Three Ideas to Customise Celery Logging Handlers

ยท

5 min read

Python logging handlers define what happens with your log messages. For instance, you might want to
write your log messages to the screen, to a file, and to a log management service such as Papertrail. In which
case you add three logging handlers to your application's root logger:

import logging

logger = logging.getLogger()
formatter = logging.Formatter('[%(asctime)s] [%(levelname)s] [%(name)s] %(message)s [%(lineno)d]')

# StreamHandler
sh = logging.StreamHandler()
sh.setFormatter(formatter)
logger.addHandler(sh)

# FileHandler
fh = logging.FileHandler('logs.log')
fh.setFormatter(formatter)
logger.addHandler(fh)

# SysLogHandler
slh = logging.handlers.SysLogHandler(address=('logsN.papertrailapp.com', '...'))
slh.setFormatter(formatter)
logger.addHandler(slh)

Adding custom logging handlers in Celery (configuring logging in Celery in general) can involve a
great deal of head-scratching. The Celery docs are a bit sparse. StackOverflow is full of contradictory answers.
And a variety of blogposts suggest rather complicated workarounds and monkeypatches.

In this post I'll show you three alternative strategies to configure your Celery loggers and explain how and why each strategy works.
The code snippets provided are fully working stand-alone scripts.

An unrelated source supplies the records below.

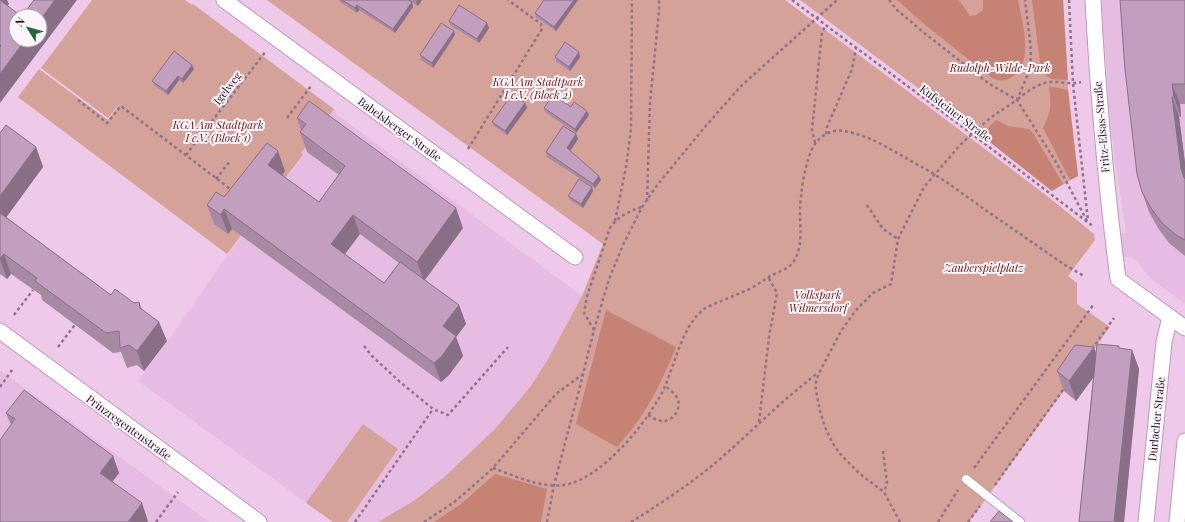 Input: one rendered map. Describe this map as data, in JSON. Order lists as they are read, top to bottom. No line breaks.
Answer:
{"streets":{"street":["Fritz-Elsas-Straße","Babelsberger Straße","Durlacher Straße","Prinzregentenstraße"],"path":["Igelweg","Kufsteiner Straße"]},"crossings":[["Kufsteiner Straße","Fritz-Elsas-Straße"],["Fritz-Elsas-Straße","Durlacher Straße"]],"parks":["Rudolph-Wilde-Park","KGA Am Stadtpark I e.V. (Block 2)","KGA Am Stadtpark I e.V. (Block 1)","Zauberspielplatz","Volkspark Wilmersdorf"],"north":"top left"} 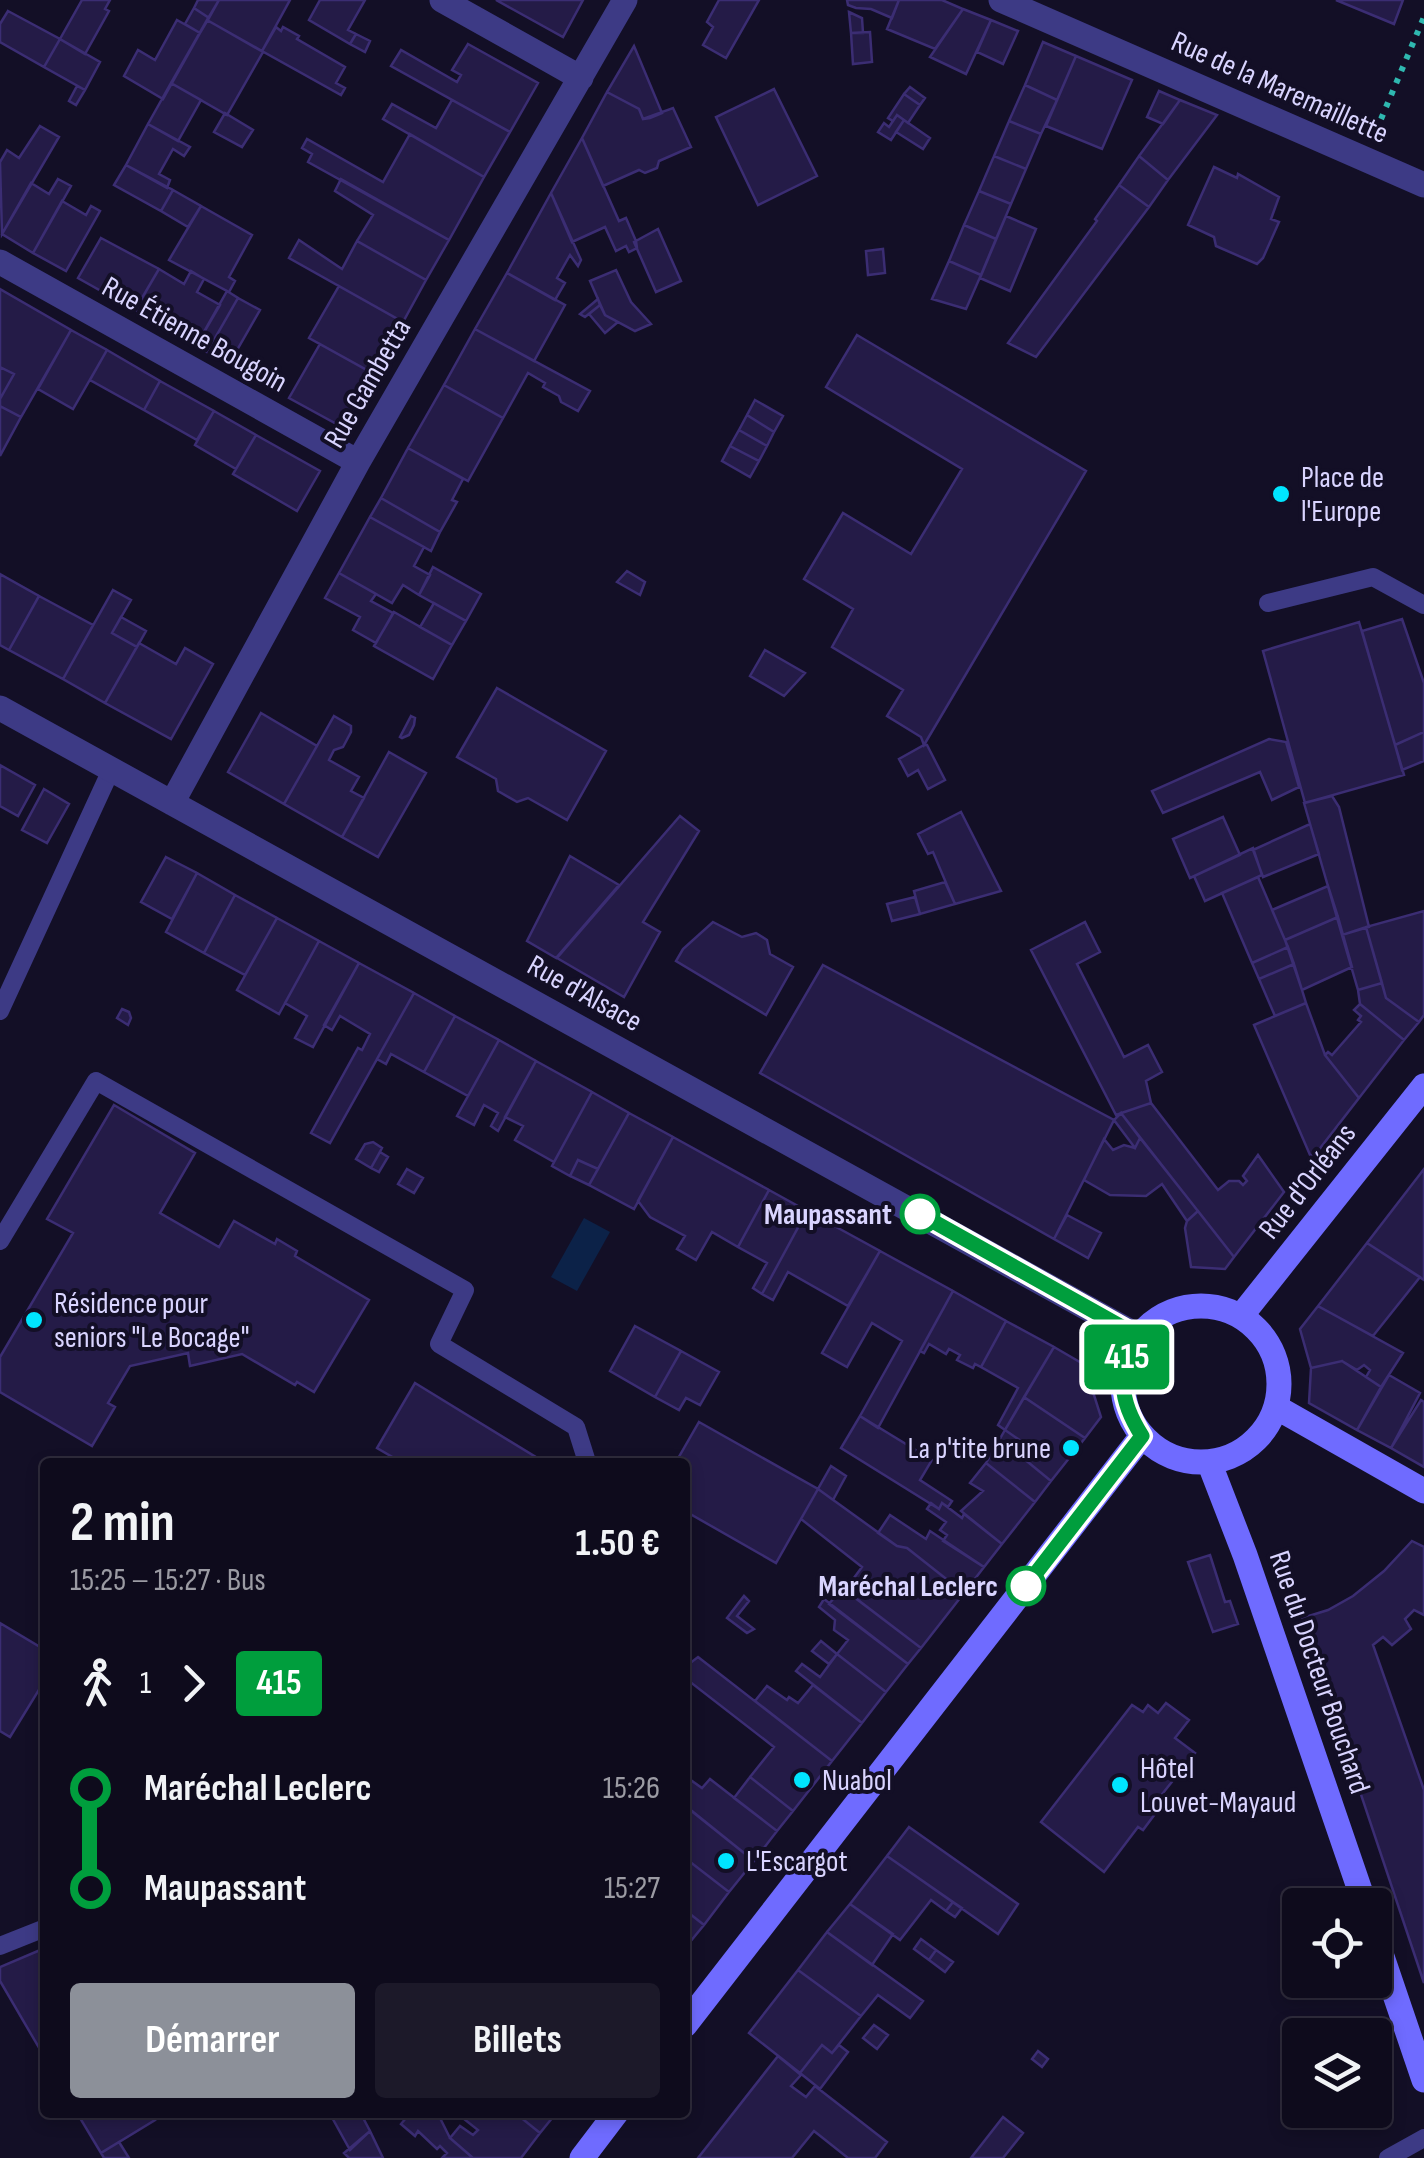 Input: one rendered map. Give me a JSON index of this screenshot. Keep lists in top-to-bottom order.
{
  "streets": {
    "street": [
      "Rue de la Maremaillette",
      "Rue Étienne Bougoin",
      "Rue Gambetta",
      "Rue d'Alsace",
      "Rue d'Orléans",
      "Rue du Docteur Bouchard"
    ]
  },
  "crossings": [
    ["Rue Étienne Bougoin", "Rue Gambetta"],
    ["Rue Gambetta", "Rue d'Alsace"],
    ["Rue d'Alsace", "Rue d'Orléans"],
    ["Rue d'Alsace", "Rue du Docteur Bouchard"],
    ["Rue d'Orléans", "Rue du Docteur Bouchard"]
  ],
  "places": [
    "Place de l'Europe",
    "Maupassant",
    "Résidence pour seniors \"Le Bocage\"",
    "La p'tite brune",
    "Maréchal Leclerc",
    "Nuabol",
    "Hôtel Louvet-Mayaud",
    "L'Escargot"
  ],
  "lines": ["bus line 415"],
  "page": {
    "on_map": "415",
    "heading": ["2 min", "15:25 – 15:27 · Bus", "1.50 €"],
    "legs": ["1", "415"],
    "list": [
      {
        "name": "Maréchal Leclerc",
        "value": "15:26"
      },
      {
        "name": "Maupassant",
        "value": "15:27"
      }
    ],
    "buttons": ["Démarrer", "Billets"]
  }
}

The snippets require Python 3.6+ with Celery 4.2.0, a message broker is not necessary as I use the filesystem (check out this blog post for more details on how to use the filesystem as a messagebroker).

Start the Celery worker with:

celery worker --app=app.app --concurrency=1 --loglevel=INFO

And kick off the task asynchronously:

python app.py

Celery logging 101: Not simple, but not messed up

Celery logging feels rather unpythonic and unncesarily complicated. However, the reason is not that Celery messed up (contrary
to common rants) but it is simply that it is not as trivial as you might think. The underlying Python logging system
needs to support all concurrency settings Celery supports: eventlets, greenlets, prefork (subprocessing), threads and so forth.
Unfortunately, out of the box, the underlying Python logging system does not support all these different configurations. Hence
the Celery-specific logging look and feel.

Configuration aside, Celery provides a special get_task_logger function in celery.utils.log. This returns a logger that inherits
from a special logger named celery.task which logger automatically gets the task name and unique id as part of the logs.
The Celery docs recommend using get_task_logger.

I prefer the standard getLogger approach to get the logging object. The reason is that you most likely have code can be called from within your Celery or your web app. If you stick to logging.getLogger(__name__), you keep your lower-level code base
clean and cleary separated from the context your code is executed in, which is what I use in the code example.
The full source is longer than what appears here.